TKMS Aktie: 6,3-Milliarden-Auftrag unterzeichnet
TKMS meldet mehr Umsatz und Ergebnis, erhält neue Marineaufträge und hält an seinen Mittelfristzielen trotz Kursrückgangs fest.

Kurz zusammengefasst
- Monatsplus trotz jüngster Kurskorrektur
- Kanada bevorzugt TKMS für U-Boote
- Deutscher Fregattenauftrag über 6,3 Milliarden
- Umsatz und bereinigtes EBIT gestiegen
Die Aktie von TKMS gibt nach einem kräftigen Lauf der vergangenen Wochen etwas nach, obwohl das operative Geschäft des Kieler Marinerüstungskonzerns kaum besser laufen könnte. Am Freitag schloss das Papier bei 90,10 Euro, ein Minus von 1,2 Prozent gegenüber dem Vortag. Auf Monatssicht steht dennoch ein Plus von 13 Prozent zu Buche – ein Beleg dafür, dass die jüngste Schwäche eher nach Konsolidierung als nach Trendwende aussieht.
Auftragsbücher füllen sich weiter
Den Rahmen für diese Entwicklung liefert eine Serie handfester Nachrichten aus dem operativen Geschäft. Mitte August wählte Kanada TKMS als bevorzugten Bieter für ein U-Boot-Programm mit bis zu zwölf Einheiten aus, dessen Volumen Beobachter auf mehr als 15 Milliarden Euro taxieren.
Parallel dazu führt das Unternehmen laut Medienberichten finale Verhandlungen mit der indischen Regierung über den Bau von sechs konventionellen U-Booten samt Option auf drei weitere.

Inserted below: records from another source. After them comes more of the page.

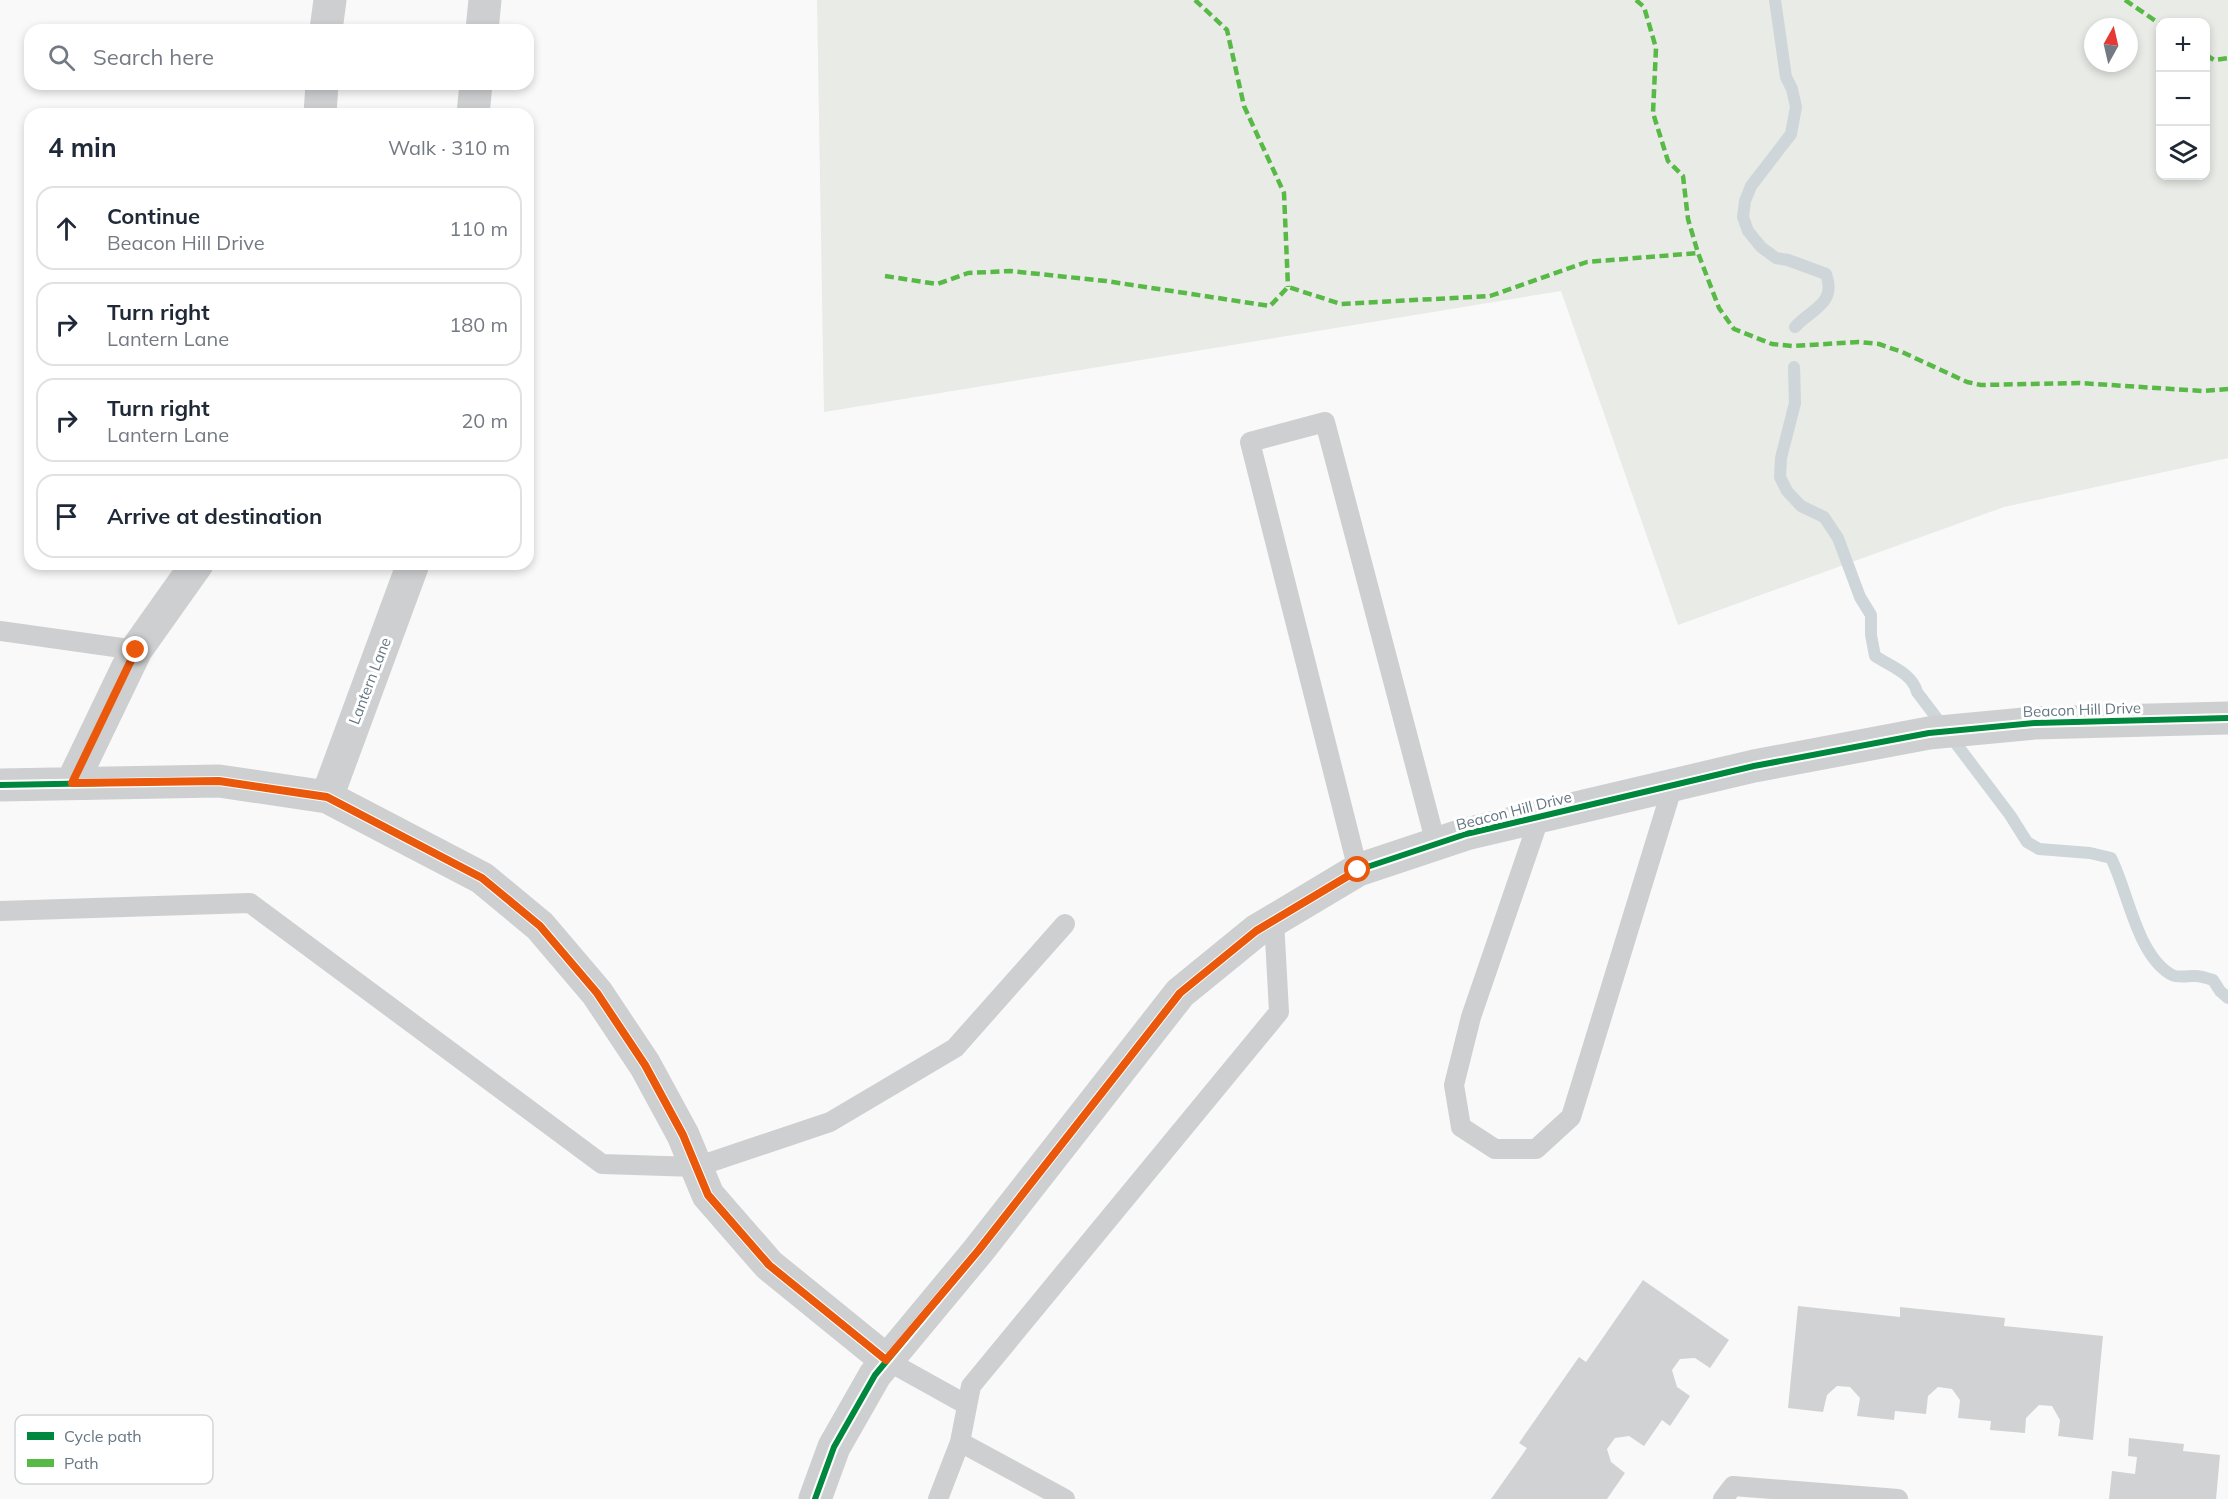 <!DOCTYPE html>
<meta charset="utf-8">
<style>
:root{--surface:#fff;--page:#f6f6f7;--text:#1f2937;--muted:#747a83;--line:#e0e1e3}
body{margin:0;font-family:Mulish,sans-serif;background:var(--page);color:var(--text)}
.controls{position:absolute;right:18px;top:18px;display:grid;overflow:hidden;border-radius:12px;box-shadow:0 3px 9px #0003}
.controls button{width:54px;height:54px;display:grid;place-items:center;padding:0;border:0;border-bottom:2px solid var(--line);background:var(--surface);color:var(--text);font:30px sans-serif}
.compass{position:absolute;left:2084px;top:18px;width:54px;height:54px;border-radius:50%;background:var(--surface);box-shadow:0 3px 9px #0003;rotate:8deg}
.stop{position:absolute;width:18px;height:18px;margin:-14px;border:4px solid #ea580c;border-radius:50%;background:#fff}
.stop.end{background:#ea580c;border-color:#fff;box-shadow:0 2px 6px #0008}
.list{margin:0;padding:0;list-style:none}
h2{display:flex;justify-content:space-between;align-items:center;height:78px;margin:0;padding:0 24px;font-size:26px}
h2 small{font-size:20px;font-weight:400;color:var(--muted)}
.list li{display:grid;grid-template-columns:39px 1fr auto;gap:18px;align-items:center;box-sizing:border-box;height:84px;margin:0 12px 12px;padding:0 12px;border:2px solid var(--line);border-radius:18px}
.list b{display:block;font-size:22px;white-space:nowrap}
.list p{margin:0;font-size:20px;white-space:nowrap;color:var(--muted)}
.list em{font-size:20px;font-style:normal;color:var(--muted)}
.icon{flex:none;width:33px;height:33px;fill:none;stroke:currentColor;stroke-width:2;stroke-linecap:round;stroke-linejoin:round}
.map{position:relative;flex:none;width:2228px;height:1499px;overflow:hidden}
.search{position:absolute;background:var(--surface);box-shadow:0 3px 9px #0003;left:24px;top:24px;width:510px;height:66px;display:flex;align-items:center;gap:15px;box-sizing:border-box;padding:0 21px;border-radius:18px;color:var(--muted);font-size:22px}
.panel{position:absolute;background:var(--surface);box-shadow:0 3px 9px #0003;left:24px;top:108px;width:510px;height:462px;border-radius:18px}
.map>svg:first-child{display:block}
.green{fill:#e8ebe6;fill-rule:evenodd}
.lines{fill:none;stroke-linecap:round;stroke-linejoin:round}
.stream{stroke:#ced6d9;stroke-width:12}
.building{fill:#d0d2d3}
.lane{stroke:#cecfd0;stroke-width:20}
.street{stroke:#cecfd0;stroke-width:33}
.quiet{stroke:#58b947;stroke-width:4.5;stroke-dasharray:9 4.5;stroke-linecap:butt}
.cycleway-casing{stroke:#fff;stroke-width:10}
.cycleway{stroke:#00873e;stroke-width:6}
.route{stroke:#ea580c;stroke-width:8}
.labels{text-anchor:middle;stroke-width:6;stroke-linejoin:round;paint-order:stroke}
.street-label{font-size:15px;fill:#657683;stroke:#fff}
.key{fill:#fff;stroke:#d1d6da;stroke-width:1.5}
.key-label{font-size:16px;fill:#657683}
</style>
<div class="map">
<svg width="2228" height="1499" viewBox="0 0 2228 1499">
<rect width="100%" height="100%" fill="#f9f9f9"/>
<path class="green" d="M817 0H2228V458L2004 507 1678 625 1561 291 824 412ZM2160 22H2206V176H2160ZM2093 27H2129V63H2093Z"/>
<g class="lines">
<path class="stream" d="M1775 0 1786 77 1792 89 1796 107 1791 134 1751 186 1745 201 1743 217 1748 231 1761 247 1776 258 1788 260 1826 274C1837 304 1811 309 1795 327
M1794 367 1795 403 1781 458 1780 477 1787 491 1801 506 1824 517 1838 538 1860 597 1871 615V635L1875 656C1890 666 1912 673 1917 692L2010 815 2027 842 2039 849 2090 853 2111 858C2128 891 2137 956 2172 975 2178 978 2187 976 2195 976 2201 976 2207 978 2213 980L2220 991 2228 998"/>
</g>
<path class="building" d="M1643 1280 1729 1340 1710 1368 1695 1358 1680 1359 1672 1370 1677 1387 1690 1396 1670 1426 1662 1420 1644 1446 1629 1436 1615 1438 1607 1449 1611 1462 1625 1473 1607 1499H1491L1527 1448 1519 1443 1579 1357 1586 1362Z
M1798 1306 1900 1317V1307L2005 1318 2004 1326 2103 1336 2093 1440 2058 1436 2060 1420 2052 1406 2039 1405 2026 1418 2025 1433 1990 1430 1991 1421 1958 1418 1960 1400 1952 1389 1938 1387 1928 1396 1926 1414 1895 1411 1894 1420 1857 1416 1860 1398 1850 1387 1837 1386 1827 1395 1823 1412 1788 1408Z
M2129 1438 2184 1444 2183 1451 2220 1455 2216 1499H2109L2112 1471 2135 1474 2137 1457 2128 1456Z"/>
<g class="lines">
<path class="lane" d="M0 631 136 650
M1540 816 1471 1017 1454 1085 1461 1127 1495 1149H1536L1571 1117 1673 785
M1358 870 1250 442 1325 422 1436 844
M0 911 250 903 602 1164 696 1167 830 1122 955 1048 1065 924
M886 1360 967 1405
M960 1442 1065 1499
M938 1499 960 1442 971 1386 1279 1012 1274 920
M1723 1499 1733 1486 1898 1499"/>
<path class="street" d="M326 30 330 0
M482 30 485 0
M320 114 322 84
M473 114 476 84
M72 783 136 650 197 564
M0 785 219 781 327 797 482 878 540 926 597 993 645 1065 683 1135 708 1195 769 1265 886 1360
M327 797 413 564
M815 1499 834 1447 875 1375 978 1251 1180 993 1256 931 1358 870 1466 834 1754 766 1929 733 2035 723 2228 718"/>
<path class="quiet" d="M1195 0 1227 30 1244 106 1284 193 1288 287
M1636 0 1644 7 1656 48 1653 113 1668 161 1683 176 1688 219 1698 253 1719 308 1734 329 1772 344 1792 346 1859 342 1879 344 1902 352 1967 382 1981 385 2080 383 2203 391 2228 389
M2125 0 2160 24
M2206 55 2214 60 2228 58
M885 276 937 284 968 273 1010 271 1106 281 1270 306 1288 287 1341 304 1490 296 1587 262 1698 253"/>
<defs>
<path id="cycleway" d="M0 785 219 781 327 797 482 878 540 926 597 993 645 1065 683 1135 708 1195 769 1265 886 1360
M815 1499 834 1447 875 1375 978 1251 1180 993 1256 931 1358 870 1466 834 1754 766 1929 733 2035 723 2228 718"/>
</defs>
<use href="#cycleway" class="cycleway-casing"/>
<use href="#cycleway" class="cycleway"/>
</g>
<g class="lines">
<path class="route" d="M136 650 72 783 219 781 327 797 482 878 540 926 597 993 645 1065 683 1135 708 1195 769 1265 886 1360 978 1251 1180 993 1256 931 1358 870"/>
</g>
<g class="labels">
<g class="street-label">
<text transform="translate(370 681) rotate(-69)" y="5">Lantern Lane</text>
<text transform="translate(2082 710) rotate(-2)" y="5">Beacon Hill Drive</text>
<text transform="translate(1514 811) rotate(-14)" y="5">Beacon Hill Drive</text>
</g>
</g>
<rect x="15" y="1415" width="198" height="69" rx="9" class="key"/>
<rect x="27" y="1432" width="27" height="8" fill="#00873e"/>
<rect x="27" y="1459" width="27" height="8" fill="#58b947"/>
<g class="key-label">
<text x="64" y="1442">Cycle path</text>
<text x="64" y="1469">Path</text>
</g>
</svg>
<div class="controls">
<button>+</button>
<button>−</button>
<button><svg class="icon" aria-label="layers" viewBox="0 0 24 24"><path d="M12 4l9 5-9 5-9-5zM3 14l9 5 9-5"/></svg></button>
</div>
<svg class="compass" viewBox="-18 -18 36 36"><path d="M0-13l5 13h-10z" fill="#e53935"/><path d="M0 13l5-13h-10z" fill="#747a83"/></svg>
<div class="stop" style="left:1358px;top:870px"></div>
<div class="stop end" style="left:136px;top:650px"></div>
<div class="search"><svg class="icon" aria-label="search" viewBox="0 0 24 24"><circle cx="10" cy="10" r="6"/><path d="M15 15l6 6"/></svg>Search here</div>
<section class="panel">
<h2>4 min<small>Walk · 310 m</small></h2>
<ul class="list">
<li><svg class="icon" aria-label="ahead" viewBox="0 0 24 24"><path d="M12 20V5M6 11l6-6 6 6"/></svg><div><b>Continue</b><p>Beacon Hill Drive</p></div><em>110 m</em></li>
<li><svg class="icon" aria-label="right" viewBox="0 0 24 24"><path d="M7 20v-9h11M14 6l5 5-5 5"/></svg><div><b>Turn right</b><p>Lantern Lane</p></div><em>180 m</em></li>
<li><svg class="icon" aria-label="right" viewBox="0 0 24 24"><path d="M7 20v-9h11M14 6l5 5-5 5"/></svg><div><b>Turn right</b><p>Lantern Lane</p></div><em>20 m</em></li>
<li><svg class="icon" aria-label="arrive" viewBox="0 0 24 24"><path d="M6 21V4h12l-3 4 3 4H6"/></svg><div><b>Arrive at destination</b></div></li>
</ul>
</section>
</div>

Hinzu kommt ein Großauftrag aus Deutschland: Der Vertrag über vier Fregatten des Typs MEKO A-200 DEU – plus Option auf vier weitere – mit einem Volumen von 6,3 Milliarden Euro wurde am 14. August unterzeichnet, nachdem der Haushaltsausschuss des Bundestags das Vorhaben bereits Anfang Juli gebilligt hatte. Mit diesem Zuschlag, dem größten Überwasser-Auftrag der Unternehmensgeschichte, wuchs der Gesamtauftragsbestand auf über 25 Milliarden Euro.
Zahlen bestätigen den Trend
Auch die jüngsten Geschäftszahlen untermauern die positive Dynamik. In den ersten neun Monaten des laufenden Geschäftsjahres 2025/26 steigerte TKMS den Umsatz um 19 Prozent auf 1,89 Milliarden Euro, das bereinigte EBIT wuchs um 13 Prozent auf 110 Millionen Euro. Am 12. August hatte der Vorstand die Prognose für das laufende Geschäftsjahr deutlich angehoben und ein wesentlich stärkeres Wachstum in Aussicht gestellt als ursprünglich geplant.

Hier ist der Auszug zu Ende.